Exercise description:
From the material beneath, pull every line with the word "halo".

============

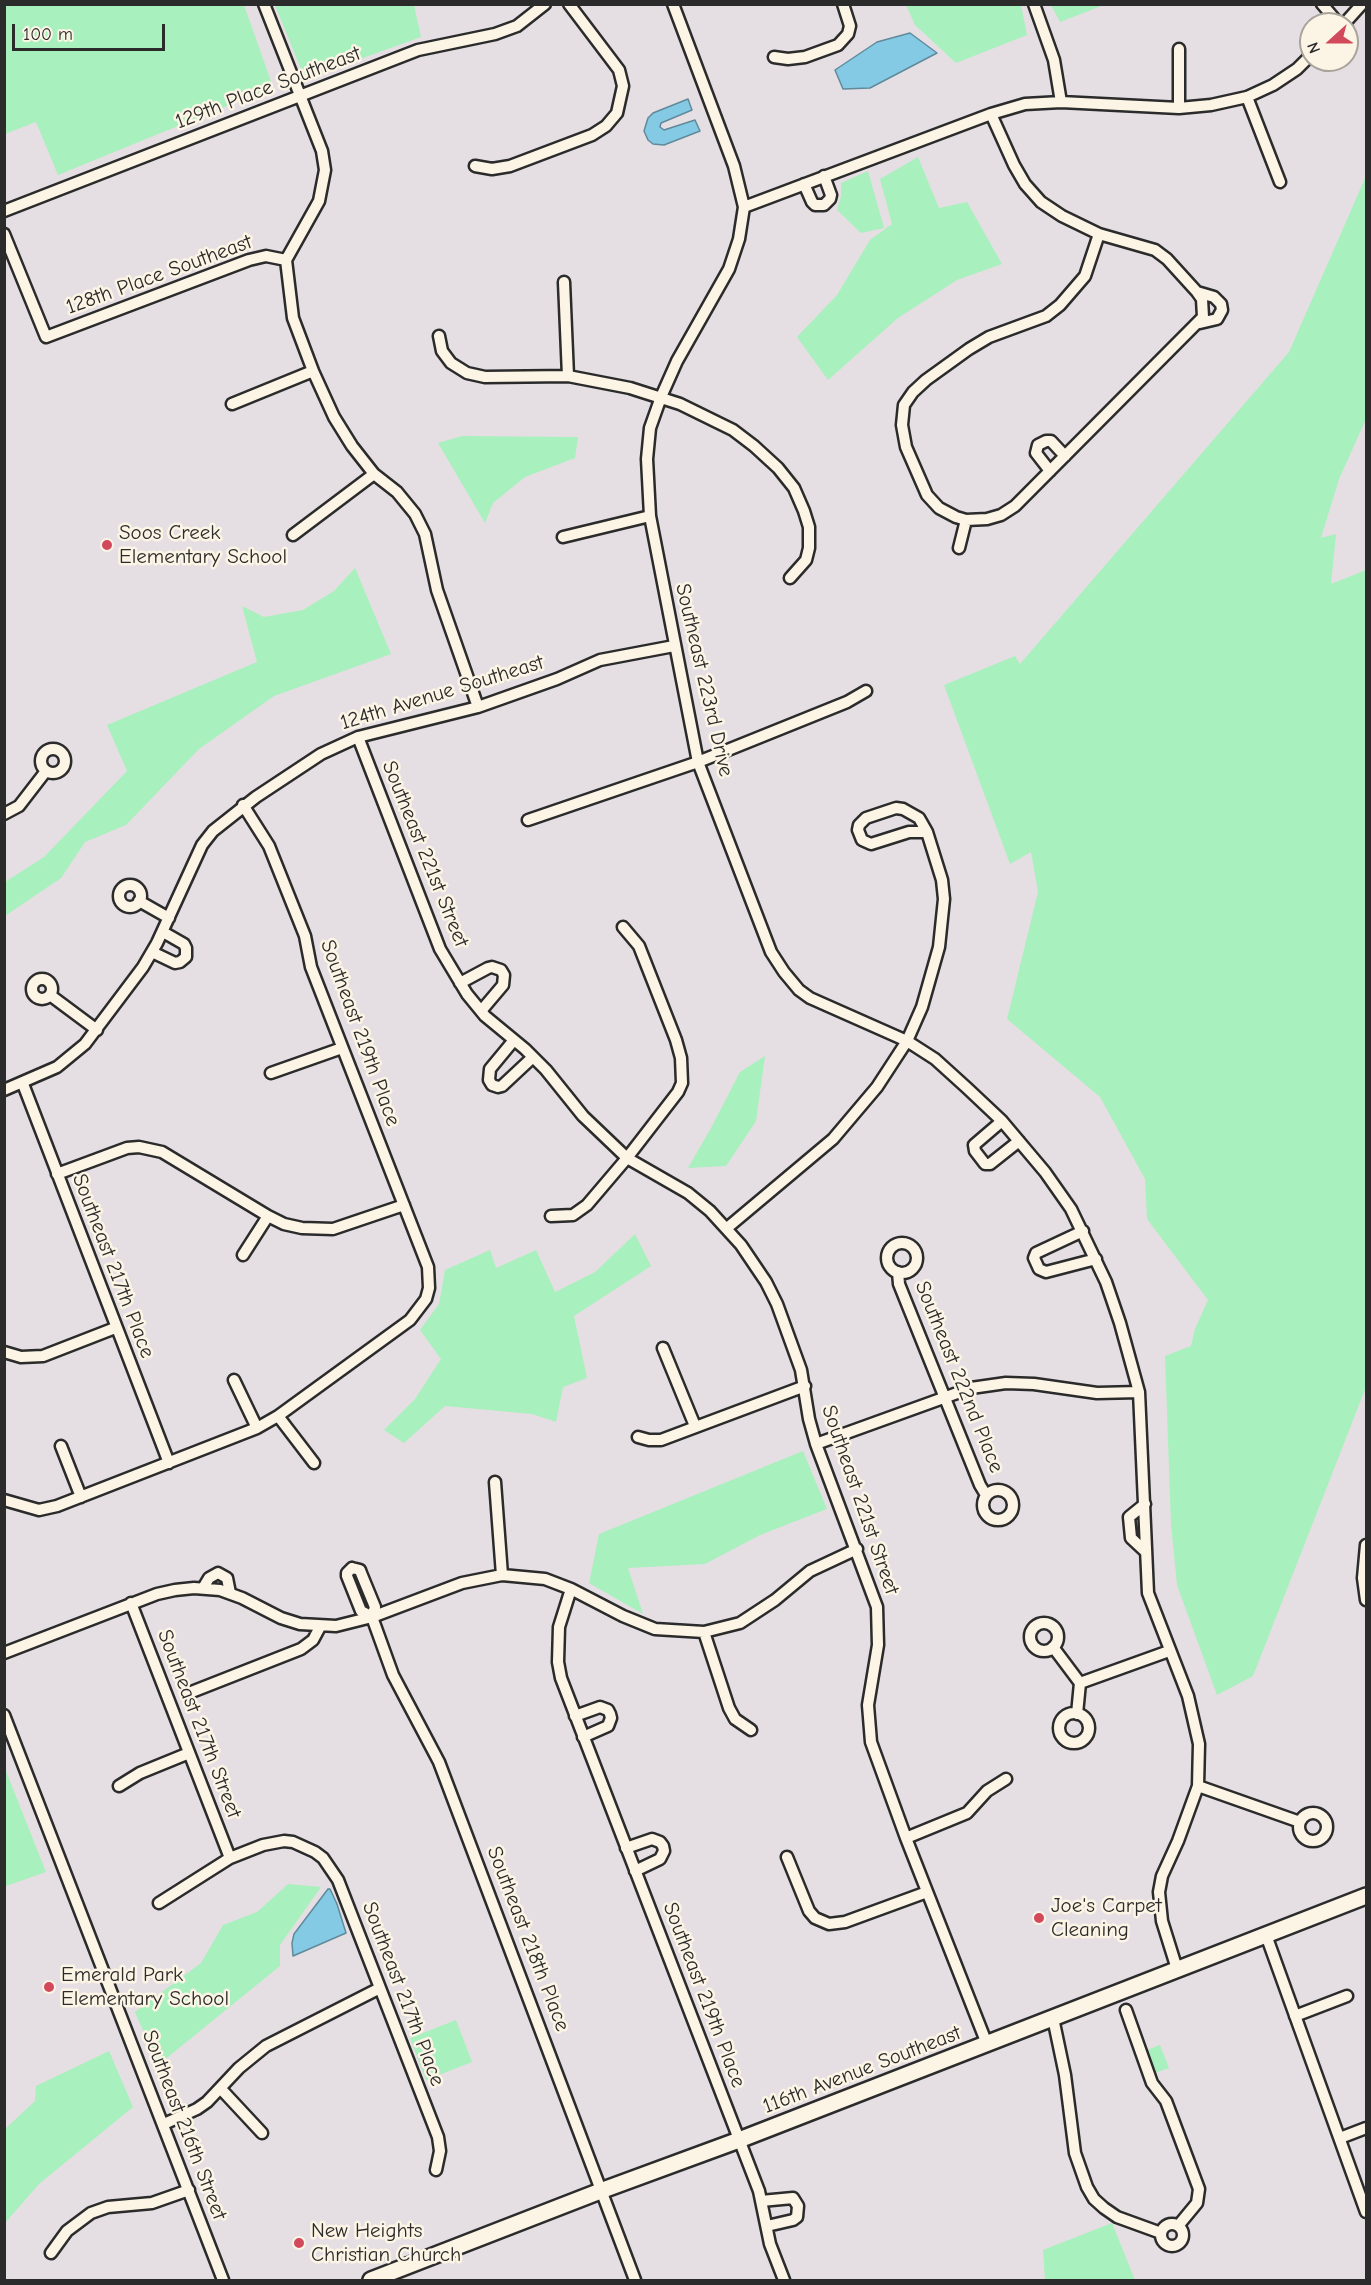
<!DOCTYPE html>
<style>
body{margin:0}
#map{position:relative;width:1371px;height:2285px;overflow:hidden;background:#e5dfe3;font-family:"Comic Neue",sans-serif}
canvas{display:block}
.frame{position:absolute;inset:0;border:6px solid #2b2b2b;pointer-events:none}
.north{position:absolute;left:1299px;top:12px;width:60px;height:60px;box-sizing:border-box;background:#fcf5e5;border:2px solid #a8a49b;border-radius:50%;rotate:249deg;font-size:16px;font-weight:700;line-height:24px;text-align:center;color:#2b2b2b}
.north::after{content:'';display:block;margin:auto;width:21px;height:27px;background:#d1495b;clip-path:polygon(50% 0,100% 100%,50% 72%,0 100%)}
.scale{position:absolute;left:12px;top:24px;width:153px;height:27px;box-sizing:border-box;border:3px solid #2b2b2b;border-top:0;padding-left:8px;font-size:18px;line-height:21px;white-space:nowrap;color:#2b2b2b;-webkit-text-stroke:4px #fcf5e5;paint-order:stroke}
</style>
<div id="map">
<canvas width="1371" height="2285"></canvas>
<div class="frame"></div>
<div class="north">N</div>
<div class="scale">100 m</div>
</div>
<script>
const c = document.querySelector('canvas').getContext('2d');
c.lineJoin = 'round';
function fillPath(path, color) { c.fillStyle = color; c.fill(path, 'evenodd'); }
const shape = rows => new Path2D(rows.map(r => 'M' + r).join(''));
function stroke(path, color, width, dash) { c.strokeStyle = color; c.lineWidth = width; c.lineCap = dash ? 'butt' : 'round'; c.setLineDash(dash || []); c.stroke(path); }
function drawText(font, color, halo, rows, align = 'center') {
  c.font = font + ' "Comic Neue",sans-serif'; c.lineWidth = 5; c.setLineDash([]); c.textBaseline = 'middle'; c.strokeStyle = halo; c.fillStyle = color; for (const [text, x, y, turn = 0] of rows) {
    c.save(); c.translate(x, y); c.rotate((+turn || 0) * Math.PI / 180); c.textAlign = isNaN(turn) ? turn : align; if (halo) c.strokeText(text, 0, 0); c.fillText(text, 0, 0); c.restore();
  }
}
fillPath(shape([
 [5,4,244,5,273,87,58,175,36,122,5,134],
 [275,5,414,5,421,37,305,79],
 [906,5,1021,5,1027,35,956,63,915,25],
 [1051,5,1104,5,1060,22],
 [918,157,939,208,967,202,1002,264,957,280,898,318,828,380,797,337,837,295,870,240,892,224,880,179],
 [868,171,884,228,861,233,837,210,841,196,841,183],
 [1366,176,1366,419,1339,479,1321,538,1336,534,1331,584,1366,570,1366,1387,1253,1676,1217,1695,1177,1585,1171,1525,1165,1356,1191,1346,1195,1329,1208,1300,1147,1219,1145,1179,1100,1097,1007,1019,1038,892,1031,852,1010,864,944,685,1015,656,1020,664,1289,352],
 [462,436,578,437,575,458,525,477,493,503,485,523,438,443],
 [355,568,391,654,274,696,199,749,126,825,85,842,61,878,5,916,5,882,44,857,127,771,107,725,257,662,242,606,264,617,303,610,334,591],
 [765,1056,756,1121,726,1166,688,1168,711,1128,740,1072],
 [635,1234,651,1266,574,1316,587,1378,563,1387,556,1422,532,1414,445,1406,404,1443,384,1430,415,1399,441,1359,420,1330,439,1304,445,1270,490,1250,496,1268,536,1250,555,1292,595,1272],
 [803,1451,827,1509,760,1535,705,1564,628,1568,643,1614,589,1583,599,1534],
 [4,1766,46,1872,6,1886,4,1886],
 [288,1884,321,1887,280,1945,280,1966,158,2065,135,2012,201,1963,223,1925,257,1912],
 [456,2020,472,2062,426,2080,410,2038],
 [1160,2045,1169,2068,1155,2073,1147,2050],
 [109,2051,133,2107,39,2184,5,2223,5,2129,35,2101,36,2086],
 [1112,2223,1135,2280,1045,2280,1043,2250]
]), '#a8f0bd');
const water = shape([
 [910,33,937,53,870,88,843,89,835,70,877,42,910,33],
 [688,99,692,110,661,123,660,127,664,130,695,120,700,131,664,145,653,144,648,140,644,131,648,118,653,113,688,99],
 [328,1889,330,1889,337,1904,346,1933,293,1956,292,1943,294,1934,328,1889]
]);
fillPath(water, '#84cae5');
stroke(water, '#608a9b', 1.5);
const street = shape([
 [264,4,322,151,325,170,319,201,286,260,293,318,313,371,334,417,352,446,374,474,397,492,415,514,425,534,437,590,478,707],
 [673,4,734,166,744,207,739,239,729,269,677,361,661,397,650,428,647,459,650,516,698,762,771,952,784,972,799,990,810,998,907,1041,935,1059,967,1088,1002,1121,1045,1172,1071,1209,1106,1282,1120,1323,1139,1392,1148,1593,1188,1696,1199,1744,1198,1786,1178,1841,1162,1876,1159,1892,1162,1921,1177,1969],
 [1034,4,1054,60,1061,102],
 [1322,4,1339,24],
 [1344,24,1362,4],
 [1179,49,1179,108],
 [774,57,788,59,805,57,838,45,848,34,850,26,843,4],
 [1247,97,1280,182],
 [991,114,1014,165,1025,184,1041,202,1062,216,1099,234,1155,250,1167,259,1197,292,1202,299,1203,317,1015,506,1001,515,987,519,966,520,956,517,939,508,927,495,906,447,902,425,904,405,913,392,926,380,969,349,989,337,1046,316,1060,305,1085,276,1099,234],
 [475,166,492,169,510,166,592,135,606,126,617,113,623,86,619,70,569,4],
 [804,184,812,202,815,205,824,205,830,199,831,195,824,176],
 [744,207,991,114,1025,104,1061,102,1179,108,1211,105,1247,97,1273,85,1297,69,1311,55],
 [4,211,418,50,495,34,517,26,545,4],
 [4,234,46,337,249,260,266,256,286,260],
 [564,282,568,376],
 [1197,292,1214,297,1221,304,1222,310,1217,319,1200,323],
 [439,336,442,351,451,363,467,373,485,377,568,376,630,388,680,404,733,430,754,446,778,468,794,488,804,511,809,527,809,548,806,560,790,578],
 [232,404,313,371],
 [1050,471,1036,453,1038,445,1046,441,1051,441,1065,456],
 [293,535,374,474],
 [563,537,650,516],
 [959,548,966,520],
 [358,737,440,949,467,994,485,1016,525,1049,546,1070,583,1116,627,1158,688,1193,710,1211,741,1245,766,1282,777,1304,801,1370,809,1419,816,1444,877,1607,878,1645,868,1705,871,1742,906,1838,987,2044],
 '41 761a12 12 0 1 1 24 0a12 12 0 1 1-24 0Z',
 [4,814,19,806,46,771],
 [528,820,698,762,847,702,866,691],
 '119 896a11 11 0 1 1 22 0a11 11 0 1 1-22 0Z',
 [139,901,169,918],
 [152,952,175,963,180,962,186,957,186,948,184,944,163,932],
 '32 989a10 10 0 1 1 20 0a10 10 0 1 1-20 0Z',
 [460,983,488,968,492,967,501,970,504,975,503,985,481,1011],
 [50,995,97,1030],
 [514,1040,490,1069,489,1080,492,1085,498,1087,502,1086,533,1057],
 [271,1073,342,1048],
 [23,1084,169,1463],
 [4,1090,57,1067,85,1044,143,967,157,943,202,845,213,831,256,797,321,754,358,737,478,707,557,679,600,660,674,646],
 [1002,1121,974,1145,975,1151,985,1164,990,1164,1019,1141],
 [57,1174,127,1148,139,1147,162,1152,268,1216,284,1224,302,1228,333,1229,404,1205],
 [551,1216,573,1215,587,1205,627,1158,678,1092,682,1083,681,1058,676,1040,639,946,623,927],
 [727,1228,833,1139,877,1087,907,1041,922,1007,939,947,944,899,942,880,927,832,909,832,871,844,862,840,858,830,859,825,866,818,896,808,903,809,919,818,927,832],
 [1083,1231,1036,1253,1034,1258,1039,1269,1046,1272,1096,1259],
 '887 1258a15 15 0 1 1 30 0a15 15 0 1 1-30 0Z',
 [243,1255,268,1216],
 [898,1272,899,1284,980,1485,986,1495],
 [663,1348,695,1426],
 [4,1352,21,1357,43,1356,115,1328],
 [234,1380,257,1428],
 [278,1416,314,1463],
 [638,1437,649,1440,661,1440,805,1386],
 [816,1444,971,1388,1006,1383,1034,1384,1097,1393,1139,1392],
 [61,1446,81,1497],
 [495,1482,502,1575],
 '983 1505a15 15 0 1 1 30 0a15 15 0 1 1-30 0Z',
 [4,1500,39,1510,57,1506,257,1428,278,1416,410,1320,426,1299,429,1288,428,1267,311,967,305,936,269,846,243,805],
 [1145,1504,1129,1517,1131,1538,1146,1552],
 [1366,1545,1363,1578,1366,1600],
 [352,1568,360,1570,361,1573,375,1607,372,1617,361,1611,347,1576,347,1573,352,1568],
 [203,1588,209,1578,218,1573,227,1578,230,1593],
 [571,1589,559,1627,558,1662,561,1678,759,2191,770,2244,784,2280],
 [131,1603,230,1858],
 [372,1617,393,1675,439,1762,635,2280],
 '1030 1637a14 14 0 1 1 28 0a14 14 0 1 1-28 0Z',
 [704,1632,729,1708,735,1719,751,1730],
 [1053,1647,1080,1683,1077,1714],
 [4,1653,157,1594,175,1590,194,1588,220,1590,242,1598,281,1618,300,1624,336,1626,372,1617,462,1583,502,1575,545,1579,571,1589,623,1616,655,1629,704,1632,740,1623,775,1600,810,1571,857,1549],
 [1080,1683,1169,1651],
 [189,1693,301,1649,313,1640,320,1627],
 '1059 1728a15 15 0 1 1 30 0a15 15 0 1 1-30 0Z',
 [4,1715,223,2280],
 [575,1716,600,1707,608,1710,610,1714,611,1718,608,1726,583,1737],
 [119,1786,140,1773,189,1753],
 [1198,1786,1300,1822],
 '1299 1827a14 14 0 1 1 28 0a14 14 0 1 1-28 0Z',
 [906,1838,967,1813,987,1791,1006,1779],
 [626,1848,652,1839,660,1842,663,1846,664,1851,660,1859,635,1871],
 [787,1857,809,1911,815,1918,829,1924,845,1922,927,1892],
 [159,1903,230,1858,263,1845,284,1841,293,1842,315,1852,323,1858,338,1880,438,2137,440,2151,436,2170],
 [1266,1935,1366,2212],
 [1126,2010,1152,2083,1166,2101,1199,2189,1197,2203,1178,2226],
 [1295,2016,1347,1996],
 [1053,2018,1065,2075,1075,2153,1087,2187,1094,2199,1104,2208,1117,2217,1161,2233],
 [221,2089,262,2133],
 [164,2124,197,2109,207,2102,239,2068,266,2046,380,1988],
 [1340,2138,1366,2128],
 [761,2201,793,2198,798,2206,797,2217,793,2220,767,2226],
 '1161 2235a11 11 0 1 1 22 0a11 11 0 1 1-22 0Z',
 [51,2253,67,2231,91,2213,108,2207,152,2203,189,2190]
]);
const secondary = shape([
 [371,2280,603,2190,739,2140,1366,1896]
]);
stroke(street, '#2b2b2b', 15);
stroke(secondary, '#2b2b2b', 20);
stroke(street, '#fcf5e5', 10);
stroke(secondary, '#fcf5e5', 15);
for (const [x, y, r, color] of [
 [107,545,6,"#d1495b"],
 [1039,1918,6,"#d1495b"],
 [49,1987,6,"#d1495b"],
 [299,2243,6,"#d1495b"]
]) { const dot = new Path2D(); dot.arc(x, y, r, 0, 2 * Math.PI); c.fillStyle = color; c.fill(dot); stroke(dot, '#fcf5e5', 2); }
drawText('21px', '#2b2b2b', '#fcf5e5', [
 ["129th Place Southeast",268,88,-21],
 ["128th Place Southeast",159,275,-20],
 ["Southeast 223rd Drive",704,680,77],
 ["124th Avenue Southeast",442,693,-17],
 ["Southeast 221st Street",425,854,68],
 ["Southeast 219th Place",360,1033,70],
 ["Southeast 217th Place",113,1266,69],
 ["Southeast 222nd Place",959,1377,68],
 ["Southeast 221st Street",860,1500,71],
 ["Southeast 217th Street",199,1724,69],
 ["Southeast 218th Place",528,1939,69],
 ["Southeast 217th Place",403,1994,69],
 ["Southeast 219th Place",704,1995,69],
 ["116th Avenue Southeast",862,2070,-21],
 ["Southeast 216th Street",184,2125,69]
]);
drawText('21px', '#2b2b2b', '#fcf5e5', [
 ["Soos Creek",119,533],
 ["Elementary School",119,557],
 ["Joe's Carpet",1051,1906],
 ["Cleaning",1051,1930],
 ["Emerald Park",61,1975],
 ["Elementary School",61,1999],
 ["New Heights",311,2231],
 ["Christian Church",311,2255]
], 'left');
</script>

============

Response area:
function drawText(font, color, halo, rows, align = 'center') {
  c.font = font + ' "Comic Neue",sans-serif'; c.lineWidth = 5; c.setLineDash([]); c.textBaseline = 'middle'; c.strokeStyle = halo; c.fillStyle = color; for (const [text, x, y, turn = 0] of rows) {
    c.save(); c.translate(x, y); c.rotate((+turn || 0) * Math.PI / 180); c.textAlign = isNaN(turn) ? turn : align; if (halo) c.strokeText(text, 0, 0); c.fillText(text, 0, 0); c.restore();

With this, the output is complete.